Focusing on understanding neoplasia as a genetically based aberration of normal development and cellular regulation supports the transition to the clinical disciplines of hematology and oncology.
The hematological system is the first organ system introduced in the YSM curriculum, and G&D sets the tone for how students learn about normal structure, function, and disease within the different organ systems presented later throughout the curriculum.
By the conclusion of the course, students will have a foundational understanding of the structure and function of the hematological system and the pathophysiology and typical manifestations of hematologic disorders and malignancies. The course will also offer a general introduction to clinical oncology, which will be expanded in subsequent courses.

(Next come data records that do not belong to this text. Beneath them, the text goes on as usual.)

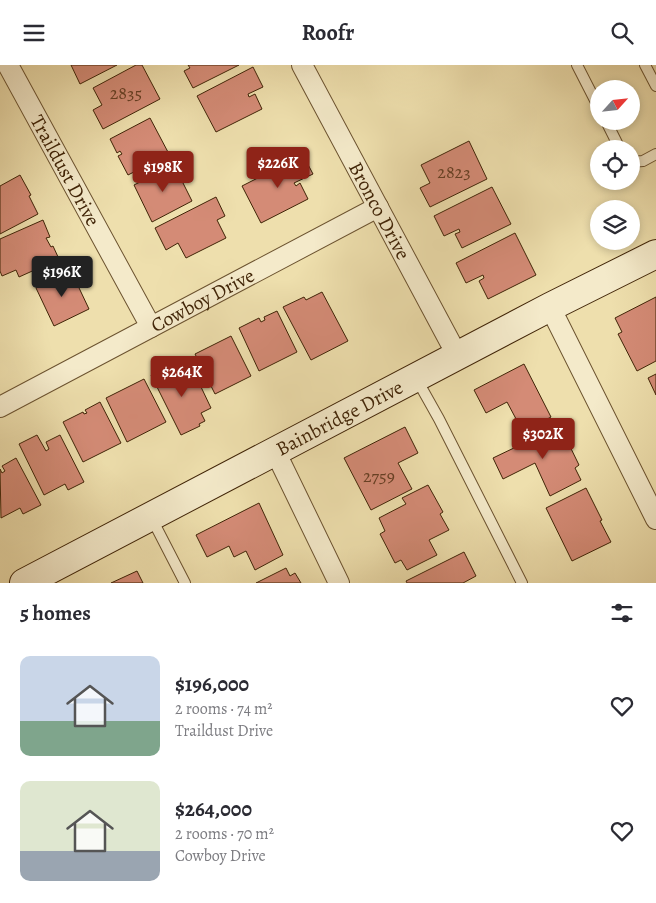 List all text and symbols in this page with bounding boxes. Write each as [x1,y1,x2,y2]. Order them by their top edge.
text: Roofr [302,18,354,48]
icon: menu [20,19,48,47]
icon: search [608,19,636,47]
north arrow [590,80,640,130]
map controls [590,80,640,250]
house number: 2835 [110,81,142,105]
street label: Traildust Drive [24,110,107,231]
button: locate [590,140,640,190]
pin: $226K [243,147,313,189]
pin: $198K [128,151,198,193]
text: $226K [258,152,298,174]
text: $198K [144,156,182,178]
street label: Bronco Drive [343,157,417,264]
house number: 2823 [437,160,471,184]
button: layers [590,200,640,250]
pin: $196K [27,255,97,298]
text: $196K [43,261,81,283]
street label: Cowboy Drive [146,261,259,338]
pin: $264K [147,355,217,398]
text: $264K [162,361,202,383]
street label: Bainbridge Drive [271,373,408,462]
pin: $302K [508,417,578,460]
text: $302K [523,423,563,445]
house number: 2759 [363,464,395,488]
text: 5 homes [20,599,91,627]
icon: filters [608,599,636,627]
text: $196,000 [175,670,249,698]
icon: home [60,676,120,736]
icon: heart [608,692,636,720]
text: 2 rooms · 74 m² [175,698,273,720]
text: Traildust Drive [175,720,273,742]
text: $264,000 [175,795,252,823]
icon: home [60,801,120,861]
icon: heart [608,817,636,845]
text: 2 rooms · 70 m² [175,823,274,845]
text: Cowboy Drive [175,845,266,867]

The Genes and Development course begins with an introduction to foundational genetics principles. Students gain an understanding of how the genome is organized and controls all cellular processes within our cells, the clinical significance of genetic variation among individuals, the available DNA diagnostic tools, and how these tools are utilized in the diagnosis and management of disease.
The course then transitions to embryology, presenting how the program for human development is controlled and how deregulation of this program results in birth defects. Students are introduced to the field of clinical genetics and can apply their genetics knowledge as they learn about common genetic disorders affecting children and adults.
This is followed by an overview of the first organ system in the curriculum, the hematologic system. This introduction to benign hematology serves as a foundation for the second part of the course, which focuses on cancer, starting with cancer biology and pathology. In this portion of the course, students are introduced to the types of genetic changes that occur in somatic cells and enable tumorigenesis. Cancer biology and principles of neoplasia are integrated with developmental genetics and embryology, with students gaining an appreciation of neoplasia as a genetically based aberration of normal development and cellular regulation.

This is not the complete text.